• WHAT YOU SHOULD DO
Nothing should be left out: repeat all the data exactly.

[Saved data entries]
=-=-=
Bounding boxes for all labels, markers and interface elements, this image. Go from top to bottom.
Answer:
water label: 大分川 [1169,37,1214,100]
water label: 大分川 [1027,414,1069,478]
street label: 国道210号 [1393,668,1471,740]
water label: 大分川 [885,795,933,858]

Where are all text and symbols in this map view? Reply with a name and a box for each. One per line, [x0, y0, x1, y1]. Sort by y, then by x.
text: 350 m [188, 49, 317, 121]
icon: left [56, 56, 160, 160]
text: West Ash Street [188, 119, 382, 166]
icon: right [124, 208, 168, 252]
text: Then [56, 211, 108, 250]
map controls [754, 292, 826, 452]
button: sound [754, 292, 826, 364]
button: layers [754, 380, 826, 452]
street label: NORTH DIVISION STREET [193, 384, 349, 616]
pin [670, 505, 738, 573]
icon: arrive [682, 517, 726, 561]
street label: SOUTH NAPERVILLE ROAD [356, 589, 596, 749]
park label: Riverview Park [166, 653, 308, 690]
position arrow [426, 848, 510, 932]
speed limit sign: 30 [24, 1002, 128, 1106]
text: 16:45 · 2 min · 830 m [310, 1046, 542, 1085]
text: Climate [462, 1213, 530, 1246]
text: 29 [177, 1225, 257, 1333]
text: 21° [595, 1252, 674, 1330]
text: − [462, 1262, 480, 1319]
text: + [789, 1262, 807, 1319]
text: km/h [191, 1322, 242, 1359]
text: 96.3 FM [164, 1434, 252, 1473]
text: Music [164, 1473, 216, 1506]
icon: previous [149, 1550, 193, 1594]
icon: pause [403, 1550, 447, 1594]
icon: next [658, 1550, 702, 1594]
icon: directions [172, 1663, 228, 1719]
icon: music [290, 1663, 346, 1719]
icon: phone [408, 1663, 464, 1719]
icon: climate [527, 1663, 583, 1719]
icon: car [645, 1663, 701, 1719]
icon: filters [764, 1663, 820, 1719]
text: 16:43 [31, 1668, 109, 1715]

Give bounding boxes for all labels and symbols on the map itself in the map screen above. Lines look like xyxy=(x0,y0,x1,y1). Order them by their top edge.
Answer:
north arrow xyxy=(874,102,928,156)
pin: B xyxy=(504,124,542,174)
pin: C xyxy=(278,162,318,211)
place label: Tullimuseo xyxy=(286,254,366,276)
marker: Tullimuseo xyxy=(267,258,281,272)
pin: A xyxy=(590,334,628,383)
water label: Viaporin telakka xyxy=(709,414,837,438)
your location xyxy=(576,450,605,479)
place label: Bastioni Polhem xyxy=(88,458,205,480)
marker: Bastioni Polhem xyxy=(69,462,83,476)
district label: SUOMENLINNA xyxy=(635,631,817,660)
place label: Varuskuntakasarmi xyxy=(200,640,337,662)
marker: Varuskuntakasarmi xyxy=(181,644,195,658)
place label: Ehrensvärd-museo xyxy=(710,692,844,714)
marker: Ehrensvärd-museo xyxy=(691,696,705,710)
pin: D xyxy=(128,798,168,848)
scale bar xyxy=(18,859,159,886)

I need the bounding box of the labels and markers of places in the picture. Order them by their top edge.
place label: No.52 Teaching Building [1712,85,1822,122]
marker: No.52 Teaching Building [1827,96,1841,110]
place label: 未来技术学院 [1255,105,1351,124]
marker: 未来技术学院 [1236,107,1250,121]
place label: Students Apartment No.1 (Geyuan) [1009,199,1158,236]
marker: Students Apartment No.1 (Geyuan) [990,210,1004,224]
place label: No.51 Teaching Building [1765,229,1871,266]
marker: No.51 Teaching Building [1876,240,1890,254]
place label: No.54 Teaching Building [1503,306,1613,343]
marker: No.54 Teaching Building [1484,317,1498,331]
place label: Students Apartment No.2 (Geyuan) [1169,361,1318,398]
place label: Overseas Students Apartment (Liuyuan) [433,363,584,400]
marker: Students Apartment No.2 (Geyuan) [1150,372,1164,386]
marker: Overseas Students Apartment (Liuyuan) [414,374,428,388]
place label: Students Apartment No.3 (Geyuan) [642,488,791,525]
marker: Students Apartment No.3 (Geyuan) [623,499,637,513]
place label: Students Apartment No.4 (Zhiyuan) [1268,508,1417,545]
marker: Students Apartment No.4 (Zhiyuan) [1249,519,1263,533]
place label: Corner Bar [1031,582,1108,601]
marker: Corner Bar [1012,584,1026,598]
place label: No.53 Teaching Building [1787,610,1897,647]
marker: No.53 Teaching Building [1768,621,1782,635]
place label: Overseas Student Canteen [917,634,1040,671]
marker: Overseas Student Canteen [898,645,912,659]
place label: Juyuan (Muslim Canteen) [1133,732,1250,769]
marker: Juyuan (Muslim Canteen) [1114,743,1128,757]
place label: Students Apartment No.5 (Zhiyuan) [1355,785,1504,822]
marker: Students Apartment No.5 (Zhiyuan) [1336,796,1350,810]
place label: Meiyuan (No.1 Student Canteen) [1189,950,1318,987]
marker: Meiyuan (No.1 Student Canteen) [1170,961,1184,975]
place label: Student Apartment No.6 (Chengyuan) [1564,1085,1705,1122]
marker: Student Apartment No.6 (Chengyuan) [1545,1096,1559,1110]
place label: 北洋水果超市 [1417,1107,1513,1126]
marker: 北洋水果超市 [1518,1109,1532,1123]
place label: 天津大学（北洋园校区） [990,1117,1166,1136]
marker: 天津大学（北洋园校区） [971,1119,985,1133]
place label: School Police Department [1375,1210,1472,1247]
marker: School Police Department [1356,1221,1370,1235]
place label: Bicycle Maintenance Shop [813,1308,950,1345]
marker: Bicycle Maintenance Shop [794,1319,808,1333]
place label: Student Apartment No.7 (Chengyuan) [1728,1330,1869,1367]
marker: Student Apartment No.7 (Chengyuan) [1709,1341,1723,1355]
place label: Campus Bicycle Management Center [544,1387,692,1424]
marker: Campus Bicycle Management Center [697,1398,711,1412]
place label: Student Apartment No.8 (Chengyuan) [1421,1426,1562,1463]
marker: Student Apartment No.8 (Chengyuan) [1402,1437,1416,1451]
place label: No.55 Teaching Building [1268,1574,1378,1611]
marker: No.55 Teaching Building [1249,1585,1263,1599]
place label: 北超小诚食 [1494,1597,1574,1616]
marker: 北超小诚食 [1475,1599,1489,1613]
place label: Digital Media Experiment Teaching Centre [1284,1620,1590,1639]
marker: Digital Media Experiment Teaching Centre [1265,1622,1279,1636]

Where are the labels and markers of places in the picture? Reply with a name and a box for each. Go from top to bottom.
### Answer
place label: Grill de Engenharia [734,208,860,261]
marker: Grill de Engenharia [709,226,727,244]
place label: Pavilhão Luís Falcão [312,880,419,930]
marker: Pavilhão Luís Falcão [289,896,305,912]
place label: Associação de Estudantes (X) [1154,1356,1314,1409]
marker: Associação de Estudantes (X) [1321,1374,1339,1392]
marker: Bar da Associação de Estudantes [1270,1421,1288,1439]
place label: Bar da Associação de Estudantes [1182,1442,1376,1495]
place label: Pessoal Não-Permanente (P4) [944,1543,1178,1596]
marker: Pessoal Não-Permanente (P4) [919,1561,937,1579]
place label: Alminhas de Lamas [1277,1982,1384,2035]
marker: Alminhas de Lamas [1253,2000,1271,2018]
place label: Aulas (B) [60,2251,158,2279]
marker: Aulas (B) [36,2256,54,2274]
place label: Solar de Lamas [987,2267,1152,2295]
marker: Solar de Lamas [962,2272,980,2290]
=-=-=
• RESPONSE
Bounding boxes for all labels, markers and interface elements, this image. Go from top to bottom.
Answer:
water label: 大分川 [1169,37,1214,100]
water label: 大分川 [1027,414,1069,478]
street label: 国道210号 [1393,668,1471,740]
water label: 大分川 [885,795,933,858]

Where are all text and symbols in this map view? Reply with a name and a box for each. One per line, [x0, y0, x1, y1]. Sort by y, then by x.
text: 350 m [188, 49, 317, 121]
icon: left [56, 56, 160, 160]
text: West Ash Street [188, 119, 382, 166]
icon: right [124, 208, 168, 252]
text: Then [56, 211, 108, 250]
map controls [754, 292, 826, 452]
button: sound [754, 292, 826, 364]
button: layers [754, 380, 826, 452]
street label: NORTH DIVISION STREET [193, 384, 349, 616]
pin [670, 505, 738, 573]
icon: arrive [682, 517, 726, 561]
street label: SOUTH NAPERVILLE ROAD [356, 589, 596, 749]
park label: Riverview Park [166, 653, 308, 690]
position arrow [426, 848, 510, 932]
speed limit sign: 30 [24, 1002, 128, 1106]
text: 16:45 · 2 min · 830 m [310, 1046, 542, 1085]
text: Climate [462, 1213, 530, 1246]
text: 29 [177, 1225, 257, 1333]
text: 21° [595, 1252, 674, 1330]
text: − [462, 1262, 480, 1319]
text: + [789, 1262, 807, 1319]
text: km/h [191, 1322, 242, 1359]
text: 96.3 FM [164, 1434, 252, 1473]
text: Music [164, 1473, 216, 1506]
icon: previous [149, 1550, 193, 1594]
icon: pause [403, 1550, 447, 1594]
icon: next [658, 1550, 702, 1594]
icon: directions [172, 1663, 228, 1719]
icon: music [290, 1663, 346, 1719]
icon: phone [408, 1663, 464, 1719]
icon: climate [527, 1663, 583, 1719]
icon: car [645, 1663, 701, 1719]
icon: filters [764, 1663, 820, 1719]
text: 16:43 [31, 1668, 109, 1715]

Give bounding boxes for all labels and symbols on the map itself in the map screen above. Lines look like xyxy=(x0,y0,x1,y1). Order them by their top edge.
Answer:
north arrow xyxy=(874,102,928,156)
pin: B xyxy=(504,124,542,174)
pin: C xyxy=(278,162,318,211)
place label: Tullimuseo xyxy=(286,254,366,276)
marker: Tullimuseo xyxy=(267,258,281,272)
pin: A xyxy=(590,334,628,383)
water label: Viaporin telakka xyxy=(709,414,837,438)
your location xyxy=(576,450,605,479)
place label: Bastioni Polhem xyxy=(88,458,205,480)
marker: Bastioni Polhem xyxy=(69,462,83,476)
district label: SUOMENLINNA xyxy=(635,631,817,660)
place label: Varuskuntakasarmi xyxy=(200,640,337,662)
marker: Varuskuntakasarmi xyxy=(181,644,195,658)
place label: Ehrensvärd-museo xyxy=(710,692,844,714)
marker: Ehrensvärd-museo xyxy=(691,696,705,710)
pin: D xyxy=(128,798,168,848)
scale bar xyxy=(18,859,159,886)

I need the bounding box of the labels and markers of places in the picture. Order them by their top edge.
place label: No.52 Teaching Building [1712,85,1822,122]
marker: No.52 Teaching Building [1827,96,1841,110]
place label: 未来技术学院 [1255,105,1351,124]
marker: 未来技术学院 [1236,107,1250,121]
place label: Students Apartment No.1 (Geyuan) [1009,199,1158,236]
marker: Students Apartment No.1 (Geyuan) [990,210,1004,224]
place label: No.51 Teaching Building [1765,229,1871,266]
marker: No.51 Teaching Building [1876,240,1890,254]
place label: No.54 Teaching Building [1503,306,1613,343]
marker: No.54 Teaching Building [1484,317,1498,331]
place label: Students Apartment No.2 (Geyuan) [1169,361,1318,398]
place label: Overseas Students Apartment (Liuyuan) [433,363,584,400]
marker: Students Apartment No.2 (Geyuan) [1150,372,1164,386]
marker: Overseas Students Apartment (Liuyuan) [414,374,428,388]
place label: Students Apartment No.3 (Geyuan) [642,488,791,525]
marker: Students Apartment No.3 (Geyuan) [623,499,637,513]
place label: Students Apartment No.4 (Zhiyuan) [1268,508,1417,545]
marker: Students Apartment No.4 (Zhiyuan) [1249,519,1263,533]
place label: Corner Bar [1031,582,1108,601]
marker: Corner Bar [1012,584,1026,598]
place label: No.53 Teaching Building [1787,610,1897,647]
marker: No.53 Teaching Building [1768,621,1782,635]
place label: Overseas Student Canteen [917,634,1040,671]
marker: Overseas Student Canteen [898,645,912,659]
place label: Juyuan (Muslim Canteen) [1133,732,1250,769]
marker: Juyuan (Muslim Canteen) [1114,743,1128,757]
place label: Students Apartment No.5 (Zhiyuan) [1355,785,1504,822]
marker: Students Apartment No.5 (Zhiyuan) [1336,796,1350,810]
place label: Meiyuan (No.1 Student Canteen) [1189,950,1318,987]
marker: Meiyuan (No.1 Student Canteen) [1170,961,1184,975]
place label: Student Apartment No.6 (Chengyuan) [1564,1085,1705,1122]
marker: Student Apartment No.6 (Chengyuan) [1545,1096,1559,1110]
place label: 北洋水果超市 [1417,1107,1513,1126]
marker: 北洋水果超市 [1518,1109,1532,1123]
place label: 天津大学（北洋园校区） [990,1117,1166,1136]
marker: 天津大学（北洋园校区） [971,1119,985,1133]
place label: School Police Department [1375,1210,1472,1247]
marker: School Police Department [1356,1221,1370,1235]
place label: Bicycle Maintenance Shop [813,1308,950,1345]
marker: Bicycle Maintenance Shop [794,1319,808,1333]
place label: Student Apartment No.7 (Chengyuan) [1728,1330,1869,1367]
marker: Student Apartment No.7 (Chengyuan) [1709,1341,1723,1355]
place label: Campus Bicycle Management Center [544,1387,692,1424]
marker: Campus Bicycle Management Center [697,1398,711,1412]
place label: Student Apartment No.8 (Chengyuan) [1421,1426,1562,1463]
marker: Student Apartment No.8 (Chengyuan) [1402,1437,1416,1451]
place label: No.55 Teaching Building [1268,1574,1378,1611]
marker: No.55 Teaching Building [1249,1585,1263,1599]
place label: 北超小诚食 [1494,1597,1574,1616]
marker: 北超小诚食 [1475,1599,1489,1613]
place label: Digital Media Experiment Teaching Centre [1284,1620,1590,1639]
marker: Digital Media Experiment Teaching Centre [1265,1622,1279,1636]

Where are the labels and markers of places in the picture? Reply with a name and a box for each. Go from top to bottom.
### Answer
place label: Grill de Engenharia [734,208,860,261]
marker: Grill de Engenharia [709,226,727,244]
place label: Pavilhão Luís Falcão [312,880,419,930]
marker: Pavilhão Luís Falcão [289,896,305,912]
place label: Associação de Estudantes (X) [1154,1356,1314,1409]
marker: Associação de Estudantes (X) [1321,1374,1339,1392]
marker: Bar da Associação de Estudantes [1270,1421,1288,1439]
place label: Bar da Associação de Estudantes [1182,1442,1376,1495]
place label: Pessoal Não-Permanente (P4) [944,1543,1178,1596]
marker: Pessoal Não-Permanente (P4) [919,1561,937,1579]
place label: Alminhas de Lamas [1277,1982,1384,2035]
marker: Alminhas de Lamas [1253,2000,1271,2018]
place label: Aulas (B) [60,2251,158,2279]
marker: Aulas (B) [36,2256,54,2274]
place label: Solar de Lamas [987,2267,1152,2295]
marker: Solar de Lamas [962,2272,980,2290]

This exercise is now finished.